Required action | Transcribe precisely, and only, the lines beginning at the line containing "for (const [x, y, r, color]" and ending at the final line of the material below.

Study material |
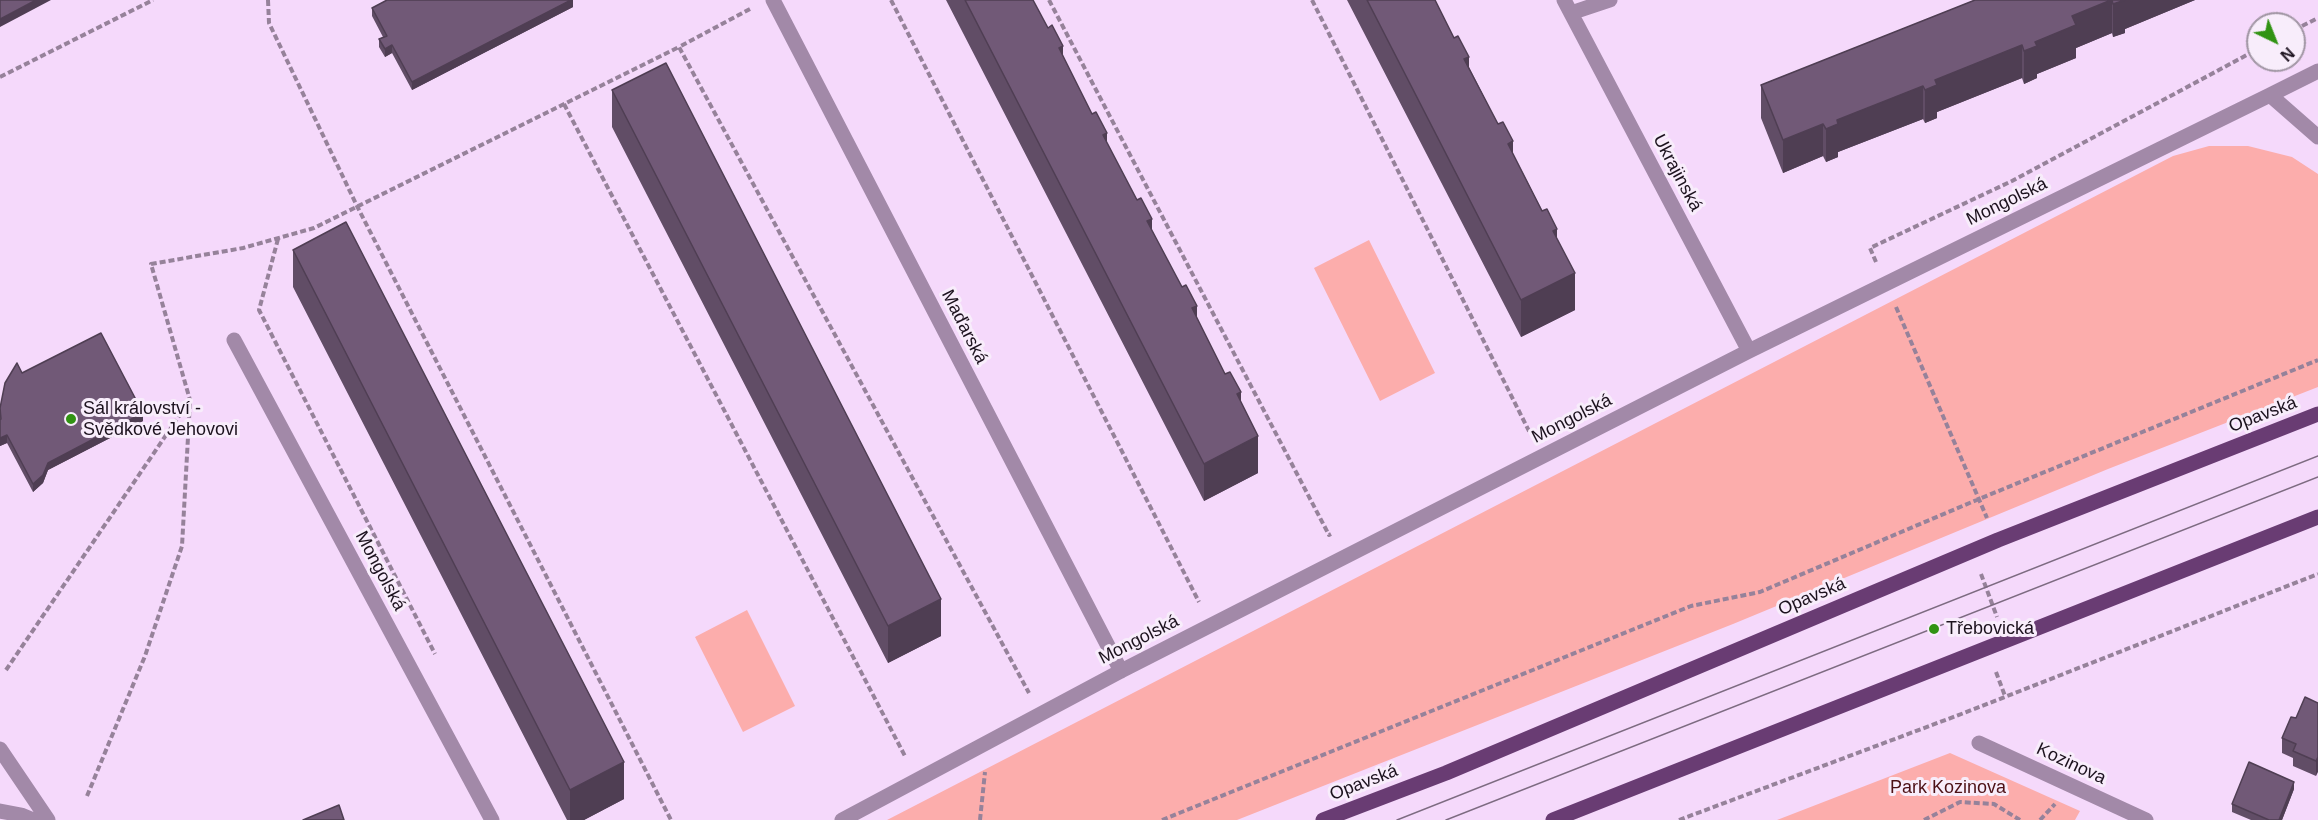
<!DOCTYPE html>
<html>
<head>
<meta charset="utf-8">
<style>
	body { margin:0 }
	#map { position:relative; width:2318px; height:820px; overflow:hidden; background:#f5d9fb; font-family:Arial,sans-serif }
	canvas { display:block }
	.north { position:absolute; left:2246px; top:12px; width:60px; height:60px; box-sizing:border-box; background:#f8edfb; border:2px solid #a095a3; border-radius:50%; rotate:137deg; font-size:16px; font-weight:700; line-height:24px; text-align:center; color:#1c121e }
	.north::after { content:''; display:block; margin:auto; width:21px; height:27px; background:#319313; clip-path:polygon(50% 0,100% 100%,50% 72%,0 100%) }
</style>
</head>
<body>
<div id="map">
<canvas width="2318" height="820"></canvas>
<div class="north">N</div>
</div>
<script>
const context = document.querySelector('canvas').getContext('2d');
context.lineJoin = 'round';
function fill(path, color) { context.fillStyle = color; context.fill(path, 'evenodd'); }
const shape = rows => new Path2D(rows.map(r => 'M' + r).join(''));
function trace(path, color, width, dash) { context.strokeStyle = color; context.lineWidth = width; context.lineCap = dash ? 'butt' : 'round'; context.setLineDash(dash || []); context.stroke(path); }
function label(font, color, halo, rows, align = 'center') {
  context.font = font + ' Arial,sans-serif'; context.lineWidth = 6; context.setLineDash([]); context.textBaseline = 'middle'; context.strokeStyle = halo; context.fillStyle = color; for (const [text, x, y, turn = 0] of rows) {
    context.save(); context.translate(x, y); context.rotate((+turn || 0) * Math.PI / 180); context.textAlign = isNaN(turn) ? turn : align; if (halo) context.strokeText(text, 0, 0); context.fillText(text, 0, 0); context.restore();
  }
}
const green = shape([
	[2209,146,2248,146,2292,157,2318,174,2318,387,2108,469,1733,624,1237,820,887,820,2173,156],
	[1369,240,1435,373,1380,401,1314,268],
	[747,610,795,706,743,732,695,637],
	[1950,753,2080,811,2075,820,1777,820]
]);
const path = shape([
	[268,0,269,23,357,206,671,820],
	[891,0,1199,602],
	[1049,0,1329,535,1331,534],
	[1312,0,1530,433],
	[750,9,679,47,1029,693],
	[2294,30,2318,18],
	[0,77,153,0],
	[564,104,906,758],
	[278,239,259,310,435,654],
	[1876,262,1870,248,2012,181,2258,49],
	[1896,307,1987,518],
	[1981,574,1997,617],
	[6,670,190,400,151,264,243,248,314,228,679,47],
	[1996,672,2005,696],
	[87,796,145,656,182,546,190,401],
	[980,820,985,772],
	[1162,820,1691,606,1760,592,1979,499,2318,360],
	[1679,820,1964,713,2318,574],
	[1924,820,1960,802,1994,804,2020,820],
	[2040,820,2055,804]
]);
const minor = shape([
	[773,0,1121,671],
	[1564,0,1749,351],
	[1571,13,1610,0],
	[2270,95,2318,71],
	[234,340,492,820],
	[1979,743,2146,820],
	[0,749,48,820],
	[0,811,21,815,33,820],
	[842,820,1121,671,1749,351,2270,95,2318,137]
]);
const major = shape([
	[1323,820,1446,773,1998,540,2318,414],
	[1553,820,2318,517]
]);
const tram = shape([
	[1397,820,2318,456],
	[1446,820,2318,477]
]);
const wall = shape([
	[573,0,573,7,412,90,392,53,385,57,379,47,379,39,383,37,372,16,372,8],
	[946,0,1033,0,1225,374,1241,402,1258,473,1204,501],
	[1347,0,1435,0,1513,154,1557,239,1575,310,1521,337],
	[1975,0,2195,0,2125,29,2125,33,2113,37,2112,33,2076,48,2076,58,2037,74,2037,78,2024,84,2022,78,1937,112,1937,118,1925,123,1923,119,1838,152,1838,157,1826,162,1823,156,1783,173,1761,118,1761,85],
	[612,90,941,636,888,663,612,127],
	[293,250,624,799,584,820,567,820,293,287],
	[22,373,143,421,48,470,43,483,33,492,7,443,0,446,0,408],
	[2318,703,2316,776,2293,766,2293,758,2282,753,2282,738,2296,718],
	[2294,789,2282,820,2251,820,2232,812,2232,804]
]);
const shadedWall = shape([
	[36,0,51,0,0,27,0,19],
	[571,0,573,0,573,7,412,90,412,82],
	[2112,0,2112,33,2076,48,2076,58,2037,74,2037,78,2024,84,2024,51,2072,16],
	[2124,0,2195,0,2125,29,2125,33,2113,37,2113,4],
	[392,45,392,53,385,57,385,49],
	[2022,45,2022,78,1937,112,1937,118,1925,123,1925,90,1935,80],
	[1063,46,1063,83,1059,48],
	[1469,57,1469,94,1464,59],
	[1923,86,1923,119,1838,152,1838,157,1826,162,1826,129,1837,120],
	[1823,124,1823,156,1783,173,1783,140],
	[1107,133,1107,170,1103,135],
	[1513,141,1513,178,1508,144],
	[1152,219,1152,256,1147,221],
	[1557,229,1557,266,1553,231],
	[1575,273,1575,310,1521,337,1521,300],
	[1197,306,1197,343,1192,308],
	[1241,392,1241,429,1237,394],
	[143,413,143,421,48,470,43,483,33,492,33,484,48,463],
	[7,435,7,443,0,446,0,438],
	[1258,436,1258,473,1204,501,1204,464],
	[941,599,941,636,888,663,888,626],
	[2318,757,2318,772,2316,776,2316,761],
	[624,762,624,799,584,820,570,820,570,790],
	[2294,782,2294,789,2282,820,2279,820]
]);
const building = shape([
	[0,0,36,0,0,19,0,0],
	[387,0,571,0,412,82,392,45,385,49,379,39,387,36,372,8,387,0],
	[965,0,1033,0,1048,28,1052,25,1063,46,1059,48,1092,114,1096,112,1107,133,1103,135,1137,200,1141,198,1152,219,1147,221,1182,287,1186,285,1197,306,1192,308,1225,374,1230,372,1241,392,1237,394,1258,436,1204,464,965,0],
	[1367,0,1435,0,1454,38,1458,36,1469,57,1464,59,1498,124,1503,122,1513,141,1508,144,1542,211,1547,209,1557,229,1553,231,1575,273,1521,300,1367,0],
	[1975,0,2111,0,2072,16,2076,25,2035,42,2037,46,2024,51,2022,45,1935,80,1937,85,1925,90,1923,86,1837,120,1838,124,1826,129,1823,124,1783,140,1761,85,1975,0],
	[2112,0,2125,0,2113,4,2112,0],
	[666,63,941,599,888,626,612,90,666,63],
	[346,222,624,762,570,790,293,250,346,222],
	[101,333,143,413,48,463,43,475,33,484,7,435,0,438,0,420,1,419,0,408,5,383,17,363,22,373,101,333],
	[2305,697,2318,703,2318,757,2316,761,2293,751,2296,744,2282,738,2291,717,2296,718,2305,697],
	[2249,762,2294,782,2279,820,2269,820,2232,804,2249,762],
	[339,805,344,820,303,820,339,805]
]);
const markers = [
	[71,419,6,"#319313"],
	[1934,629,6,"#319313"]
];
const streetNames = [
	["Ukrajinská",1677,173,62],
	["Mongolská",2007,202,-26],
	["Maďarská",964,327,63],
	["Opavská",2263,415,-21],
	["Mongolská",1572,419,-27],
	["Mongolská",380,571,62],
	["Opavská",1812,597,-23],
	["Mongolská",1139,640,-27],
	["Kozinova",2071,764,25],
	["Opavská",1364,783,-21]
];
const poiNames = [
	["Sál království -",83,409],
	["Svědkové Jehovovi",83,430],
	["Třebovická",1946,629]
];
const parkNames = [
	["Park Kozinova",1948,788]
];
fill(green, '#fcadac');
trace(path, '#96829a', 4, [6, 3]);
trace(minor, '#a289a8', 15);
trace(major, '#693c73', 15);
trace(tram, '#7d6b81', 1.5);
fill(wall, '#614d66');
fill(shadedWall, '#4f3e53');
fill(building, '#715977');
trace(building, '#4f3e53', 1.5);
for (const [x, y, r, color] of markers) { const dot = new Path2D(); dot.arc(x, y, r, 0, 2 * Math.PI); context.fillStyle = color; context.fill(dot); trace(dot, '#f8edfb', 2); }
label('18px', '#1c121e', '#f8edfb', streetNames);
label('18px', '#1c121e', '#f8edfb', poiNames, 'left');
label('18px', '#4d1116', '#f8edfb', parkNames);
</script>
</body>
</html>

Answer |
for (const [x, y, r, color] of markers) { const dot = new Path2D(); dot.arc(x, y, r, 0, 2 * Math.PI); context.fillStyle = color; context.fill(dot); trace(dot, '#f8edfb', 2); }
label('18px', '#1c121e', '#f8edfb', streetNames);
label('18px', '#1c121e', '#f8edfb', poiNames, 'left');
label('18px', '#4d1116', '#f8edfb', parkNames);
</script>
</body>
</html>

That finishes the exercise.